Review for NeurIPS paper: Interior Point Solving for LP-based prediction+optimisation

NeurIPS 2020

Interior Point Solving for LP-based prediction+optimisation

Review 1

Summary and Contributions: The authors address the predict+optimize setting and propose an interior-point-based approach to differentiate the optimal solution of a linear program with respect to the input objective coefficients to train a model that predicts objective coefficients which yield solutions with low task-based regret. In this setting, a machine learning model is trained to predict unknown objective coefficients of an optimization problem, such as in financial portfolio optimization, where one predicts the next day’s prices given some features and then finds an optimal portfolio subject to some constraints. The loss of the network is then the solution quality outputted by the optimization when measured with respect to the next day’s prices. The network is then trained via gradients where chain rule is used to backpropagate from the loss, to the optimal solution, back to the predicted parameters and finally to the neural network coefficients. The key step is to find out how to backpropagate through the optimization problem by getting gradients of the optimal solution with respect to the input objective coefficients. This work proposes an approach that differentiates through the optimality conditions of the homogenous self-dual formulation of a linear program (HSD), rather than the quadratically-penalized KKT conditions proposed in previous work. The authors evaluate the approach by differentiating through the LP relaxation of two real-world binary knapsack instances motivated by housing construction and energy-cost aware scheduling as well as the shortest path problem with real-world features and unseen weights generated by a randomly initialized neural network.
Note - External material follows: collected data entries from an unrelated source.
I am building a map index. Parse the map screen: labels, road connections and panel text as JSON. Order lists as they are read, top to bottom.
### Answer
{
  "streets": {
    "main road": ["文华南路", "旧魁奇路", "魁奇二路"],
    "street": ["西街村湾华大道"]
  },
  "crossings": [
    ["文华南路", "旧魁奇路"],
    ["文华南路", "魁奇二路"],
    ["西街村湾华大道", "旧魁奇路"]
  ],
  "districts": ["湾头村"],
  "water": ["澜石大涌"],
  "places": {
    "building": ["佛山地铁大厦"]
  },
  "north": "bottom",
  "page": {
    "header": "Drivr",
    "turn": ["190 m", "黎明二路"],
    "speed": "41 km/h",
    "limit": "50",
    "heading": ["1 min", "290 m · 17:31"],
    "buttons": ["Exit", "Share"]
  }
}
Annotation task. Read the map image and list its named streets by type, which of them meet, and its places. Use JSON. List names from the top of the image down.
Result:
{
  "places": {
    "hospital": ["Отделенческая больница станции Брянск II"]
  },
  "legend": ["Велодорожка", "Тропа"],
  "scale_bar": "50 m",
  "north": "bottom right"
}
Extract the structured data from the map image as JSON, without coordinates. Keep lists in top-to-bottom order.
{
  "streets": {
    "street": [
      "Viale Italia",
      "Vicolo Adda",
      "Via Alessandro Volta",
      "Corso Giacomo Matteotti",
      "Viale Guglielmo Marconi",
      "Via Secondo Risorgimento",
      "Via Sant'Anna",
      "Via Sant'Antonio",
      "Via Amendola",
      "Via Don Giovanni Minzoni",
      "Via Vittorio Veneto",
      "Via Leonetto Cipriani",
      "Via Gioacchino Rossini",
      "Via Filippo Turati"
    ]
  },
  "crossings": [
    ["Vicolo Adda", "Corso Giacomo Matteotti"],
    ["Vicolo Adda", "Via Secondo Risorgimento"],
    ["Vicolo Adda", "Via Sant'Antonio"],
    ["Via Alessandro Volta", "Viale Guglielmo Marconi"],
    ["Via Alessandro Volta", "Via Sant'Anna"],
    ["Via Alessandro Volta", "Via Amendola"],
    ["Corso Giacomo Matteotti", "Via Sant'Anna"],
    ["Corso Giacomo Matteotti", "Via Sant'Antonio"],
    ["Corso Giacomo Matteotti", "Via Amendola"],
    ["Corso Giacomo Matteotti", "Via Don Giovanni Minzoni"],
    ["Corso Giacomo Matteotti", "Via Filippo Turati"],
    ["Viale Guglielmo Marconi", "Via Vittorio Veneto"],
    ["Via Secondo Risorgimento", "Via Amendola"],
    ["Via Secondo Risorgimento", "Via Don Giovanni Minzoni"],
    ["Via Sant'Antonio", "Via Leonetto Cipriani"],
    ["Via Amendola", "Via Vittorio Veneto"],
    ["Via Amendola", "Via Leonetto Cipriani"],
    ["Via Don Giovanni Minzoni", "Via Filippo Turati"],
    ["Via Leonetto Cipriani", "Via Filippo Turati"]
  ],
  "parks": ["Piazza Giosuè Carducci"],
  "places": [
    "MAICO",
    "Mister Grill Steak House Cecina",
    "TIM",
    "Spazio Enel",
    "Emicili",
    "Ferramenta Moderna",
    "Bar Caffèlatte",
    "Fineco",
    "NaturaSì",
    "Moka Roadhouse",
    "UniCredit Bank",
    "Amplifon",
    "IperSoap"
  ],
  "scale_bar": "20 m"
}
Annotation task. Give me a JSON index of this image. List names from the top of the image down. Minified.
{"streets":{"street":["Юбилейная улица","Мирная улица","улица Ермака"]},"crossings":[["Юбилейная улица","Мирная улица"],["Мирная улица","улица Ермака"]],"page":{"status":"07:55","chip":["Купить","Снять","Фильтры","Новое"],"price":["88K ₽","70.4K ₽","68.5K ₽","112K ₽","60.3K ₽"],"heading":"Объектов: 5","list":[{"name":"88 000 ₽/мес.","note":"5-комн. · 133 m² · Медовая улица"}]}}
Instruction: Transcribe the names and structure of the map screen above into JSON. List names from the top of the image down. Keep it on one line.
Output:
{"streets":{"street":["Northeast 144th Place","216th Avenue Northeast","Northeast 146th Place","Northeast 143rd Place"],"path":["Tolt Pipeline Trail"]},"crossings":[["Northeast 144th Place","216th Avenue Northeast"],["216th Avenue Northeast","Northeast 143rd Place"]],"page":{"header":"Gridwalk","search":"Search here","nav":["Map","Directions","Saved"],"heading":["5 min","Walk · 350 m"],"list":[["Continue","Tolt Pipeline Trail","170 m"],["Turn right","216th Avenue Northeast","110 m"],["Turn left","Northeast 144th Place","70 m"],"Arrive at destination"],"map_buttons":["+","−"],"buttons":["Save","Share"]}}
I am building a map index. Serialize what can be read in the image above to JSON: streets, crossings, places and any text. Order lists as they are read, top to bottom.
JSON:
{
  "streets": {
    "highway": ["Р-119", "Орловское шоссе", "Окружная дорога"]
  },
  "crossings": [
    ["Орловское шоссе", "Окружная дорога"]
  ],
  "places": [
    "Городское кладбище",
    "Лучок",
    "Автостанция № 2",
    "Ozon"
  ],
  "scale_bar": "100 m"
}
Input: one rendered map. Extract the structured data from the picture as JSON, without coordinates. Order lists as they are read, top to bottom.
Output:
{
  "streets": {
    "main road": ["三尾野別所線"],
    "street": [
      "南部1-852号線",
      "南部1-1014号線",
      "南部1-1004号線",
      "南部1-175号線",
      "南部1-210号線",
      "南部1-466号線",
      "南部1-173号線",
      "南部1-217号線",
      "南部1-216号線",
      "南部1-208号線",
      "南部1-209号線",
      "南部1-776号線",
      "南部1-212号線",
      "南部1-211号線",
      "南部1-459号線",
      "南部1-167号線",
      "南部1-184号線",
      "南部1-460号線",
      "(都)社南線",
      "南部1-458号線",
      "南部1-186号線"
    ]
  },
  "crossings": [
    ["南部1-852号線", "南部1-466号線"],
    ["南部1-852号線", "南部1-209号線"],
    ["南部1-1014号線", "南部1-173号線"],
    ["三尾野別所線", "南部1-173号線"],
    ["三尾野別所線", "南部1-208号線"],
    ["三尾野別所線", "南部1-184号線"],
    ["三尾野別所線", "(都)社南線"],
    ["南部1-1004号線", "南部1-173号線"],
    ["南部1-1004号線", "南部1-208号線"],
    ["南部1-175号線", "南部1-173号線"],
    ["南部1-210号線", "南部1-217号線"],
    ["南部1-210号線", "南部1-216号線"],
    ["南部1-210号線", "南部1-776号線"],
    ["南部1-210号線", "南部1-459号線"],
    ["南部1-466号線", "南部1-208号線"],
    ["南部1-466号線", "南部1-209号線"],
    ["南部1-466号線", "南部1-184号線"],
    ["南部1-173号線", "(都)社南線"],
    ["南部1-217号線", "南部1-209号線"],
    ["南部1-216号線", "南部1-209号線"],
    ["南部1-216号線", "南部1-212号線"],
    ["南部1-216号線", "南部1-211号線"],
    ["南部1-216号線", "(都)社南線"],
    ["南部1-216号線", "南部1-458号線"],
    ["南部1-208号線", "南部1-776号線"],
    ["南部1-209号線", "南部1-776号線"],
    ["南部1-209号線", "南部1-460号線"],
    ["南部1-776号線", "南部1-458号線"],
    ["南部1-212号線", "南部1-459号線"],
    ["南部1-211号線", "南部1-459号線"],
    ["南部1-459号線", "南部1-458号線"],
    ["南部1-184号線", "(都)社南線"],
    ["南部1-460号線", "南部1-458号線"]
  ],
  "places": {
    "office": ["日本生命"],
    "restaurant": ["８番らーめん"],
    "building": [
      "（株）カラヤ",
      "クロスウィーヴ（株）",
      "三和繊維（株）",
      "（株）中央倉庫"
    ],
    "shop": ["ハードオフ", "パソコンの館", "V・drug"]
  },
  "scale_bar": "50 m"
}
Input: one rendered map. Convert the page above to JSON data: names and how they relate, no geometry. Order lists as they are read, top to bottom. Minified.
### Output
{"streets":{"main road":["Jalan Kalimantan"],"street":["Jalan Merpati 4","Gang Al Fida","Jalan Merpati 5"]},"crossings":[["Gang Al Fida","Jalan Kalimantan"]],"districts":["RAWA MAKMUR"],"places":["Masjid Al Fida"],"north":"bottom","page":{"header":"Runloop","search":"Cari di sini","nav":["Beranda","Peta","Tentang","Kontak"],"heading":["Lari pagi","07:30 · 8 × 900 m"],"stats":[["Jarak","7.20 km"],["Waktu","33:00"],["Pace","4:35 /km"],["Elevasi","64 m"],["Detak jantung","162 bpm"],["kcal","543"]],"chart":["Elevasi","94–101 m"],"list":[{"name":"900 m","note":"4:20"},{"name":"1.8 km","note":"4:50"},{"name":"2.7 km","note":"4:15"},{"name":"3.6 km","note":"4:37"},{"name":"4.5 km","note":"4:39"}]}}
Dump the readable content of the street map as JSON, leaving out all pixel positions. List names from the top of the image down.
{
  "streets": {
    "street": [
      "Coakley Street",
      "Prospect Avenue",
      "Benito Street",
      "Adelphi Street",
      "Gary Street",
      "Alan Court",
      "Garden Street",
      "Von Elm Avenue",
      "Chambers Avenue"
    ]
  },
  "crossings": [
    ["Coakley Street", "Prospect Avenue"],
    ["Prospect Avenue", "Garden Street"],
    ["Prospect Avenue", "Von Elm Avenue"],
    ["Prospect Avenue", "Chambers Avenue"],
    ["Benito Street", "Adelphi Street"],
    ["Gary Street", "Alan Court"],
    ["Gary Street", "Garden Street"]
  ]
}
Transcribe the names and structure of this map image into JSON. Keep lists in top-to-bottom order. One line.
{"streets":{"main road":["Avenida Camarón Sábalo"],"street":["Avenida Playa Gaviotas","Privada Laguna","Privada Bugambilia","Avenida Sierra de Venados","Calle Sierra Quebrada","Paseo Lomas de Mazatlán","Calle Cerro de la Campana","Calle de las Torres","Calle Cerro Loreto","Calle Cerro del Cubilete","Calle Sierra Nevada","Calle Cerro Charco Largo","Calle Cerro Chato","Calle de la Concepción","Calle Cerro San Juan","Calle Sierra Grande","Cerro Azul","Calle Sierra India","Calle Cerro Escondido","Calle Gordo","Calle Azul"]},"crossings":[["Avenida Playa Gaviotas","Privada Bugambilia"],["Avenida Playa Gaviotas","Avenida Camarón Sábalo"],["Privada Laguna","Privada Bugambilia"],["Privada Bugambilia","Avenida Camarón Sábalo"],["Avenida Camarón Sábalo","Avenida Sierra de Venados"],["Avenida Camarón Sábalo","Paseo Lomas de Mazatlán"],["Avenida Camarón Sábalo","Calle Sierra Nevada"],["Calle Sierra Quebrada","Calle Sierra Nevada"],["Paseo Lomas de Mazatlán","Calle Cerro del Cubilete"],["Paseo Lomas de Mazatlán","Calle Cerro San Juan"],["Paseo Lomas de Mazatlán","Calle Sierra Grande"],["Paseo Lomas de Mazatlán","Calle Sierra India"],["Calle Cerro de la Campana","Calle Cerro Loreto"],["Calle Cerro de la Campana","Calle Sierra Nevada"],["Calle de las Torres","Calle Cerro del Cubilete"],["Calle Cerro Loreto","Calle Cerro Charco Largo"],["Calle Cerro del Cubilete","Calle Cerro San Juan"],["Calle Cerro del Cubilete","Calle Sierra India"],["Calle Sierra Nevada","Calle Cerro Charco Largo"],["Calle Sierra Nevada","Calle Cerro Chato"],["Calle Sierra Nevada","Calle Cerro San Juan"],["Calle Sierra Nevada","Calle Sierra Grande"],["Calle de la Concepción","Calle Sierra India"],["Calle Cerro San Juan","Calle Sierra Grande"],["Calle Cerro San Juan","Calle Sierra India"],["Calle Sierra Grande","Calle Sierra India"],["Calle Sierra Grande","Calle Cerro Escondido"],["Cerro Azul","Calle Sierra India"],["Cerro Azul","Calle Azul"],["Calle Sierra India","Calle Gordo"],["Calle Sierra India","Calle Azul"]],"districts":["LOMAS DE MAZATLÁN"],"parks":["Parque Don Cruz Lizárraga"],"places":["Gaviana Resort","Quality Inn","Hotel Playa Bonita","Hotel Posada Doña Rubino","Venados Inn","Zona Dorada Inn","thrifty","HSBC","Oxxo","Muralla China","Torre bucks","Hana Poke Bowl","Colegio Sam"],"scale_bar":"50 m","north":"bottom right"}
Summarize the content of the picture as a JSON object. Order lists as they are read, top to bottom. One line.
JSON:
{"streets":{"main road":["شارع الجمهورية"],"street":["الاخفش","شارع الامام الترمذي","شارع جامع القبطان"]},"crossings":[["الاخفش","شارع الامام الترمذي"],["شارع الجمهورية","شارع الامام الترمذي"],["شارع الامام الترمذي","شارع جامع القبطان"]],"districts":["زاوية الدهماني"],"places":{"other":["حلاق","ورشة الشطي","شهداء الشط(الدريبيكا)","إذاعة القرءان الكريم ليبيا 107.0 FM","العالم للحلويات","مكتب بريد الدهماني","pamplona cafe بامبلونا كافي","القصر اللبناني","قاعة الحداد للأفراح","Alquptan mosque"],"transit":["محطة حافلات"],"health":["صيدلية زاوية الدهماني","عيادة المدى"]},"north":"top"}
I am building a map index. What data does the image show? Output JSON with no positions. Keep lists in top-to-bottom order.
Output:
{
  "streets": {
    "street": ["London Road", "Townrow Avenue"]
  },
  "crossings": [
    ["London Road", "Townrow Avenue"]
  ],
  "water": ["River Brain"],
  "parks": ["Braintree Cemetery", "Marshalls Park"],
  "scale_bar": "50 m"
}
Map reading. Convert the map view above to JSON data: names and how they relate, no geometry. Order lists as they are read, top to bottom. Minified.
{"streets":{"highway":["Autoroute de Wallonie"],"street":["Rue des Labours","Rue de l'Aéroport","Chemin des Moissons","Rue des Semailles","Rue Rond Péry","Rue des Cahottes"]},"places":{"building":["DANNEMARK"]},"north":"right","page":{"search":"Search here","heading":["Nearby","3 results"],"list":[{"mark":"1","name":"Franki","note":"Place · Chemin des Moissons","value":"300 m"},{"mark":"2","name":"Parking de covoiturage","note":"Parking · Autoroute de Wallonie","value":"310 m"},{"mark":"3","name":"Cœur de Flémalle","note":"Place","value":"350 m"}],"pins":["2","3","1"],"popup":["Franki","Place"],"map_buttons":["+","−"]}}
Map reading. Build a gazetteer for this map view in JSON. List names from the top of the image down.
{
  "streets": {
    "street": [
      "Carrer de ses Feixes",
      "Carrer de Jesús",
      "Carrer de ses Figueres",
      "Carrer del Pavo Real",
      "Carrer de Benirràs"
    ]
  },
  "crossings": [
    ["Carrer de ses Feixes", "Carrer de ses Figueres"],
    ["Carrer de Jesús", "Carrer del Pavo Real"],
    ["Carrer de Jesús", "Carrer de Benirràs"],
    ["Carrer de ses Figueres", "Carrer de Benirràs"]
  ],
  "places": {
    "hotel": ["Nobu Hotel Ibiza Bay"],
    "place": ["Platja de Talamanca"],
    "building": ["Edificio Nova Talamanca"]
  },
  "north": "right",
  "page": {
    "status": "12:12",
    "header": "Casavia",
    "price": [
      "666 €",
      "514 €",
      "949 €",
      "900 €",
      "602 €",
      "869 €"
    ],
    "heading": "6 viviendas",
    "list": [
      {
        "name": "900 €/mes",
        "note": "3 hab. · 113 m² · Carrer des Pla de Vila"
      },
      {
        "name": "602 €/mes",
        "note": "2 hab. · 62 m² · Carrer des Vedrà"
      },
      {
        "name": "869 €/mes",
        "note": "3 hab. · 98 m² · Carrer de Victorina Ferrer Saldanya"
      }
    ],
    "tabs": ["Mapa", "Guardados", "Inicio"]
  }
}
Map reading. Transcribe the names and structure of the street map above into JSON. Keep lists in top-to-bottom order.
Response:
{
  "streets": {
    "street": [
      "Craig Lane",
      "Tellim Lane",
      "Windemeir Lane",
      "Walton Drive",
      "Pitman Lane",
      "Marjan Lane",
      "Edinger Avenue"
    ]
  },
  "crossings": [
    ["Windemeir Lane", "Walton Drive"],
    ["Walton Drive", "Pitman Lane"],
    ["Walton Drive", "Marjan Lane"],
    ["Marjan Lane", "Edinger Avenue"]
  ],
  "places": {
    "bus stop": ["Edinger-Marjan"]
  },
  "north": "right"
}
Strengths: The main strengths of the work are: The authors approach an interesting problem related to embedding differentiable optimization problems within neural networks which can automatically guide neural network training towards optimizing deployment-aligned losses. This work can improve decision-quality in settings where predictive models are used in broader pipelines and we want to train such pipelines end-to-end. The authors present a novel approach to the aforementioned prediction + optimization problem which relies on differentiating through a self-dual LP formulation. To my knowledge this is a new method of computing gradients of the optimal solution of a linear program with respect to its inputs. This type of problem reformulation approach may be able to influence the field working on prediction + optimization and push the area to investigate the impact of differentiating through different optimality conditions. The experiments are based on real-world data and the knapsack settings mimic performance in real-world deployment which is promising. In one real-world knapsack setting and the shortest path setting which uses some real-world data, the approach does seem to outperform baseline methods in terms of solution quality (similarly regret minimization).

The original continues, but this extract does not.